***** Provided entries
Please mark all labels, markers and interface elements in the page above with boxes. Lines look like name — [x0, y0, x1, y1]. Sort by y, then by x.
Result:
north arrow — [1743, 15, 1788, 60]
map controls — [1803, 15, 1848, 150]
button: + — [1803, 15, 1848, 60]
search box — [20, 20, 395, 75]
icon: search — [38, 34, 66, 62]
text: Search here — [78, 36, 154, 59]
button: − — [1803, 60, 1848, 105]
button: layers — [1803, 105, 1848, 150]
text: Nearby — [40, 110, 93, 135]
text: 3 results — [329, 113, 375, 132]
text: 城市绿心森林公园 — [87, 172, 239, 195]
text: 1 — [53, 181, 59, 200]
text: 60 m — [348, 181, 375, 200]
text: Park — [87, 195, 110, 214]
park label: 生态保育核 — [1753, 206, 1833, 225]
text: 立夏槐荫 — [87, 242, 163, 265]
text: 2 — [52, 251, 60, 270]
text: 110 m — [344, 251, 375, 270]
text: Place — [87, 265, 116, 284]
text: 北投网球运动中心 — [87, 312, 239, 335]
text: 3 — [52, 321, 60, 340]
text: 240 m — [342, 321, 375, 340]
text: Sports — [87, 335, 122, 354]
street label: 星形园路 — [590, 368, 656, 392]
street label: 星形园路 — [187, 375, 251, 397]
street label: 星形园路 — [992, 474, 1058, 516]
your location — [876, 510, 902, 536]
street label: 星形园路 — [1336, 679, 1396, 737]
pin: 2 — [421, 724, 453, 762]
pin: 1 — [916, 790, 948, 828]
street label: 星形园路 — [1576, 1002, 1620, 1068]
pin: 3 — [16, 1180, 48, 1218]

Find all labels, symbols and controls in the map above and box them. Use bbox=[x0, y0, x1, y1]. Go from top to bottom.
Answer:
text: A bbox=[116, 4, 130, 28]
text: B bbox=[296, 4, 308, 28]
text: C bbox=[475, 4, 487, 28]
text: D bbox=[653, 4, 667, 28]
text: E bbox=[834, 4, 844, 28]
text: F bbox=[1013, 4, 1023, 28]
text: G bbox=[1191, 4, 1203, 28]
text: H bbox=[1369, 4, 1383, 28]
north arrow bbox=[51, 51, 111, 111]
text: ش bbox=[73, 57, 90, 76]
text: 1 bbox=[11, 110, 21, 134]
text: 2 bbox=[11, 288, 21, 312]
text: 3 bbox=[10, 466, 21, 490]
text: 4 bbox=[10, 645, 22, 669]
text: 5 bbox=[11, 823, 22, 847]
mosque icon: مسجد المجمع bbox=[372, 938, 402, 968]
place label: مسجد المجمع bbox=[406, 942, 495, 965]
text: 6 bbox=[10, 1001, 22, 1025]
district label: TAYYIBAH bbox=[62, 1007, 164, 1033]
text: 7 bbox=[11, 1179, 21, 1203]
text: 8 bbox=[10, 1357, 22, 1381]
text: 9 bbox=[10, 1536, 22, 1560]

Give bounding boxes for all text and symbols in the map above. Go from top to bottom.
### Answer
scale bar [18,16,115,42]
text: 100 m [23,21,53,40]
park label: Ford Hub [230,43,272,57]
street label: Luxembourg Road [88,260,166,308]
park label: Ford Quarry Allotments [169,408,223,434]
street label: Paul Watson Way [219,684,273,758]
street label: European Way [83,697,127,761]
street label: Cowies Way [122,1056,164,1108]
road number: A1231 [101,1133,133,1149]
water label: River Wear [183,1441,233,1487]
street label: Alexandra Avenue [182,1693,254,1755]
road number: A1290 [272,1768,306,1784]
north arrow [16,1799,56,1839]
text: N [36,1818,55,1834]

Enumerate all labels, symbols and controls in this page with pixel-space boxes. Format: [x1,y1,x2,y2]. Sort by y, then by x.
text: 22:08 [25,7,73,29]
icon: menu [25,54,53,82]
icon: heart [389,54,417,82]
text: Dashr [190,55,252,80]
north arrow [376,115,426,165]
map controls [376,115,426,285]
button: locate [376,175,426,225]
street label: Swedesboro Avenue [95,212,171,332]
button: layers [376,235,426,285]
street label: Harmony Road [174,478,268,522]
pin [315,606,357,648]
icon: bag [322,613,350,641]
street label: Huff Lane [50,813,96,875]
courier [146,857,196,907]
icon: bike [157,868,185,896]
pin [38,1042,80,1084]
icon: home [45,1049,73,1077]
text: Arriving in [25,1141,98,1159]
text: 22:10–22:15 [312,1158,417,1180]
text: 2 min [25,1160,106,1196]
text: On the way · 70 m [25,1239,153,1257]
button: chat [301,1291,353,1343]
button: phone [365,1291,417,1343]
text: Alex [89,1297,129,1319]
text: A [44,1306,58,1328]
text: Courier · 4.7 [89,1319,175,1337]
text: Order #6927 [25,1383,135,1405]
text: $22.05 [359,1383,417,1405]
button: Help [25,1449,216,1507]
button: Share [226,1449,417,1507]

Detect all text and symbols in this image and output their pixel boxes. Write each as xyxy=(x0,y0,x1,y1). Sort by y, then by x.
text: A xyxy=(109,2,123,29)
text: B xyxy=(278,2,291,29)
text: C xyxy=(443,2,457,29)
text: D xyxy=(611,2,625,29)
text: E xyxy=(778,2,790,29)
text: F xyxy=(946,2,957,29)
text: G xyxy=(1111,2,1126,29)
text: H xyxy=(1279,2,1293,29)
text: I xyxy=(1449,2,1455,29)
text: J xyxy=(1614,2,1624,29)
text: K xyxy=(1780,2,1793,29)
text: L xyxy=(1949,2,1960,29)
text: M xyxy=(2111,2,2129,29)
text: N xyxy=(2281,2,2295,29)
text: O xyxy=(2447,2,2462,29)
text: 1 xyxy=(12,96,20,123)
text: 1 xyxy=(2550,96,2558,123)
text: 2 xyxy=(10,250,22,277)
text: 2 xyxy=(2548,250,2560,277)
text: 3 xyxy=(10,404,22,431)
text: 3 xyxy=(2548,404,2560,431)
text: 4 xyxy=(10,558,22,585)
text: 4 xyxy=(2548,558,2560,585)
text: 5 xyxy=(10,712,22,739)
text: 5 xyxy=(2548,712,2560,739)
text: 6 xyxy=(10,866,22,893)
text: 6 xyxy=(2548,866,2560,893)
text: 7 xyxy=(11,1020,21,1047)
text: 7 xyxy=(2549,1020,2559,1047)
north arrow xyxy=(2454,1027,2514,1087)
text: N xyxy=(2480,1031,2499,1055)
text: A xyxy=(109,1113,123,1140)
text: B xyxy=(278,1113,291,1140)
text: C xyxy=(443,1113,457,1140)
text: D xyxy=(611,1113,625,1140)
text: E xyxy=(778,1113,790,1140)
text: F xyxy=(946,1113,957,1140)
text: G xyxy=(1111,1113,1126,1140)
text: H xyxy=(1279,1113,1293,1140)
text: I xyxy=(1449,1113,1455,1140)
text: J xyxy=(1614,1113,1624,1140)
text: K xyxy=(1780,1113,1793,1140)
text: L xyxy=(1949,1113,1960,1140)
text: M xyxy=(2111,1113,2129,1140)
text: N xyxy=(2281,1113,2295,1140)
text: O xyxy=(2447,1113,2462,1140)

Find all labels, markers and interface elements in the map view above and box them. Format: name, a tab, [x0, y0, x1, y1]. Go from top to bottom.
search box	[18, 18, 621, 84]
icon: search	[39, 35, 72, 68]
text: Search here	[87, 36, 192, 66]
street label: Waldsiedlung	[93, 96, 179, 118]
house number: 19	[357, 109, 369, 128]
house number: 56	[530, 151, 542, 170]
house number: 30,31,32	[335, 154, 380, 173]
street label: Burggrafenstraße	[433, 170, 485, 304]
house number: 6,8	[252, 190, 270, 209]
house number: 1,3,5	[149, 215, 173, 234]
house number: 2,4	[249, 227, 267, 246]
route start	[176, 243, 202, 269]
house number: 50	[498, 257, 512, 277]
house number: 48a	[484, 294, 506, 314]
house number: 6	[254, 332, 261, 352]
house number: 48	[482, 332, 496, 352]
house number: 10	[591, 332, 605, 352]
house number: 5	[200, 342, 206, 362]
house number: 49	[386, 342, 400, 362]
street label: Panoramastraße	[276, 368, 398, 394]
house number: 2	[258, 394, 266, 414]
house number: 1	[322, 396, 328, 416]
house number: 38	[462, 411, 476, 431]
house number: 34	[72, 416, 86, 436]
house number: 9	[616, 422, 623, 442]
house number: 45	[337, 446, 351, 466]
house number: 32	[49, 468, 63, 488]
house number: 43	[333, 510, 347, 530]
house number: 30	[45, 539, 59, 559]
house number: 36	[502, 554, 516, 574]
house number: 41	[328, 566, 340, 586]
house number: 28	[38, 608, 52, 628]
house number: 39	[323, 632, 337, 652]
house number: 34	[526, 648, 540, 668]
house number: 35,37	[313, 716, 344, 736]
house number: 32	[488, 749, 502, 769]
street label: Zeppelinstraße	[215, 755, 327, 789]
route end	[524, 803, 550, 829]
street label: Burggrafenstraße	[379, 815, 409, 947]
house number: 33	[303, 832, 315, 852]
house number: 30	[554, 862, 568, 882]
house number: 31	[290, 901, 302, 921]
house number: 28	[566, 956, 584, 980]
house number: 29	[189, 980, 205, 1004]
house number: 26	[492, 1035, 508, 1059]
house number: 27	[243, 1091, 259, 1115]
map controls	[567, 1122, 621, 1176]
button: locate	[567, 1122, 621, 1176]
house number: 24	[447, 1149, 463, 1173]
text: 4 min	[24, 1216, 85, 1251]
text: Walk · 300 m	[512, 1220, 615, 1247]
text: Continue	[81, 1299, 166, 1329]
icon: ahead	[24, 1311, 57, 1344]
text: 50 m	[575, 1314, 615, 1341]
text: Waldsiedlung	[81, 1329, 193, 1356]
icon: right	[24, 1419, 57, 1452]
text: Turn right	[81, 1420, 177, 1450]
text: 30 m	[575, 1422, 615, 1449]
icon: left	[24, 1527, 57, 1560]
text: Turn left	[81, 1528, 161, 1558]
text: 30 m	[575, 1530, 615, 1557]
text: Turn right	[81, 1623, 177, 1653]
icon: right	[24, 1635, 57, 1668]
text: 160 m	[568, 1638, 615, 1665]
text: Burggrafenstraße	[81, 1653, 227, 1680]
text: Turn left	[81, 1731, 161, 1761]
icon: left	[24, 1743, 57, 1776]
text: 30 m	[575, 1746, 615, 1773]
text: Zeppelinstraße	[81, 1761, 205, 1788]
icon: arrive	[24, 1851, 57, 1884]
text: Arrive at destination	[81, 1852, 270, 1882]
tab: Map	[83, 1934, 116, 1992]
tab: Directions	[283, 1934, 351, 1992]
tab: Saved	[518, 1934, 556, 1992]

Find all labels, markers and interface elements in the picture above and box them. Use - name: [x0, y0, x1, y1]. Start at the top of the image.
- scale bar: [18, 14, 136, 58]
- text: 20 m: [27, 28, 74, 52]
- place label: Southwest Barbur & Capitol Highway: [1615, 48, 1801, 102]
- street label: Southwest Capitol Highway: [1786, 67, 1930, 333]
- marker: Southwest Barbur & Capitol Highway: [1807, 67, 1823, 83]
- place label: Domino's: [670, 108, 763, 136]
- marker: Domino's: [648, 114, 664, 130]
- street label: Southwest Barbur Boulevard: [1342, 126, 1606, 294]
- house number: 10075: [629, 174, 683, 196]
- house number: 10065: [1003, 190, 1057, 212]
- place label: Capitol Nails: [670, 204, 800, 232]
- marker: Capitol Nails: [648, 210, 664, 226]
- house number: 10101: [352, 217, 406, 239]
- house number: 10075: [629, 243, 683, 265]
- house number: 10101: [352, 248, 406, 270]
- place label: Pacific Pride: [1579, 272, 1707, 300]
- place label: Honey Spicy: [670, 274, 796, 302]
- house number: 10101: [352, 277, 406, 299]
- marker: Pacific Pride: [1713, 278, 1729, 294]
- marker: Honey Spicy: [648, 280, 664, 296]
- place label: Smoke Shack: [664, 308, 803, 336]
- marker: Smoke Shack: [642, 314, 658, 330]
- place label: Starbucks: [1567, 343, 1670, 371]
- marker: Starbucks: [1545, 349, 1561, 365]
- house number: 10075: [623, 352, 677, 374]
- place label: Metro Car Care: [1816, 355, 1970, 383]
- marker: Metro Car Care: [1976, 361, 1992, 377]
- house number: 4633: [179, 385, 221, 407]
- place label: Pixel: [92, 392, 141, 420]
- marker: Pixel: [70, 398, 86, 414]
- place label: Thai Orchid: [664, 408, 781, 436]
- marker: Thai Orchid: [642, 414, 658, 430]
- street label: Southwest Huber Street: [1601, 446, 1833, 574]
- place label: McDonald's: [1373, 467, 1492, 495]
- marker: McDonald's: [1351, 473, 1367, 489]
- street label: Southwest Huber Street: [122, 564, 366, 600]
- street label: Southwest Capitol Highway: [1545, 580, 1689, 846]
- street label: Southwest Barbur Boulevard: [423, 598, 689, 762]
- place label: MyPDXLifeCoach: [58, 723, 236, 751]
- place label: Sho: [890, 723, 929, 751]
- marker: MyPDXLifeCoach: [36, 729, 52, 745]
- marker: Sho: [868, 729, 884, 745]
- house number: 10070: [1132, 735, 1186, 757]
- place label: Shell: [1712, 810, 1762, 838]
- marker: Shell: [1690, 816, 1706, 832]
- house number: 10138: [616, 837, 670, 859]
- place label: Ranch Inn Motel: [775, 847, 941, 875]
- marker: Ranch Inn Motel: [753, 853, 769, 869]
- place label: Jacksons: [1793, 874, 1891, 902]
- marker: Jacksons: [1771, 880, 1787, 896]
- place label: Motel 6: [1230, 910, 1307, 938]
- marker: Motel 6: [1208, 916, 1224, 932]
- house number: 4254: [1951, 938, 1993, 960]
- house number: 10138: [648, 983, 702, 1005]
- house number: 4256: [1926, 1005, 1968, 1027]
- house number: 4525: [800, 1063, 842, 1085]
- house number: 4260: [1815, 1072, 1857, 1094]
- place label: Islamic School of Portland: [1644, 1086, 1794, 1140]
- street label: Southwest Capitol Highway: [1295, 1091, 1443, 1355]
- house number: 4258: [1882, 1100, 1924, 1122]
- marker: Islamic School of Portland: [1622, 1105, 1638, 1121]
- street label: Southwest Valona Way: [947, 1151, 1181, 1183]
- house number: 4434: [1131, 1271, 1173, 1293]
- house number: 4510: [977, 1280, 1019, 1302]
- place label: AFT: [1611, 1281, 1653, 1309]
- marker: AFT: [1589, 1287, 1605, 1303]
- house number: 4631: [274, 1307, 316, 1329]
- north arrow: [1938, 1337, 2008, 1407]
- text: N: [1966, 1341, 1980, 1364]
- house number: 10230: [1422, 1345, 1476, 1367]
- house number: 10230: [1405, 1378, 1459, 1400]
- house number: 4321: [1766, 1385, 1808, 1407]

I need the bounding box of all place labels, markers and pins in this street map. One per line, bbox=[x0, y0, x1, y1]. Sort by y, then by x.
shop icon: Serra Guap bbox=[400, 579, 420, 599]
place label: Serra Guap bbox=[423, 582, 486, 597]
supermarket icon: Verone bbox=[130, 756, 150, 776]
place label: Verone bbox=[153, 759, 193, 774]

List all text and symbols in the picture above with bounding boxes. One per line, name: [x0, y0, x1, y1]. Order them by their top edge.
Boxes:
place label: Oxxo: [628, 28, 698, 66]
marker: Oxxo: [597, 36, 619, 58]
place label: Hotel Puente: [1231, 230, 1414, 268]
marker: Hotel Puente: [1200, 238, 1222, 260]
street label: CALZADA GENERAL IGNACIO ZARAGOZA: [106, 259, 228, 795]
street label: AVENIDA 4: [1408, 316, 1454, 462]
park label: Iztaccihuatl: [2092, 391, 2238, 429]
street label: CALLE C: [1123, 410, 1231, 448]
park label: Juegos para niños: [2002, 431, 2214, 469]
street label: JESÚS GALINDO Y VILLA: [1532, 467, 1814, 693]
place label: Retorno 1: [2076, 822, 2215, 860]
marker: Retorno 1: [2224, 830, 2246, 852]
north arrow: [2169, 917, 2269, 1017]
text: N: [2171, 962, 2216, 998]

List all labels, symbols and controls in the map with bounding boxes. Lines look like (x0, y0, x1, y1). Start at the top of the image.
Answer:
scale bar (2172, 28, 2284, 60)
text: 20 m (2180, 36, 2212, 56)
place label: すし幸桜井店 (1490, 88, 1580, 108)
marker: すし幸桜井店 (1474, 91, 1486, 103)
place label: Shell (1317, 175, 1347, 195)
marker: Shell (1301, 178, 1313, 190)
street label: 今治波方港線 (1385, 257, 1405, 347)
**********
Exercise objective = When the word "Honey" appears in a line of the listing, copy that line.

Answer to the exercise =
- place label: Honey Spicy: [670, 274, 796, 302]
- marker: Honey Spicy: [648, 280, 664, 296]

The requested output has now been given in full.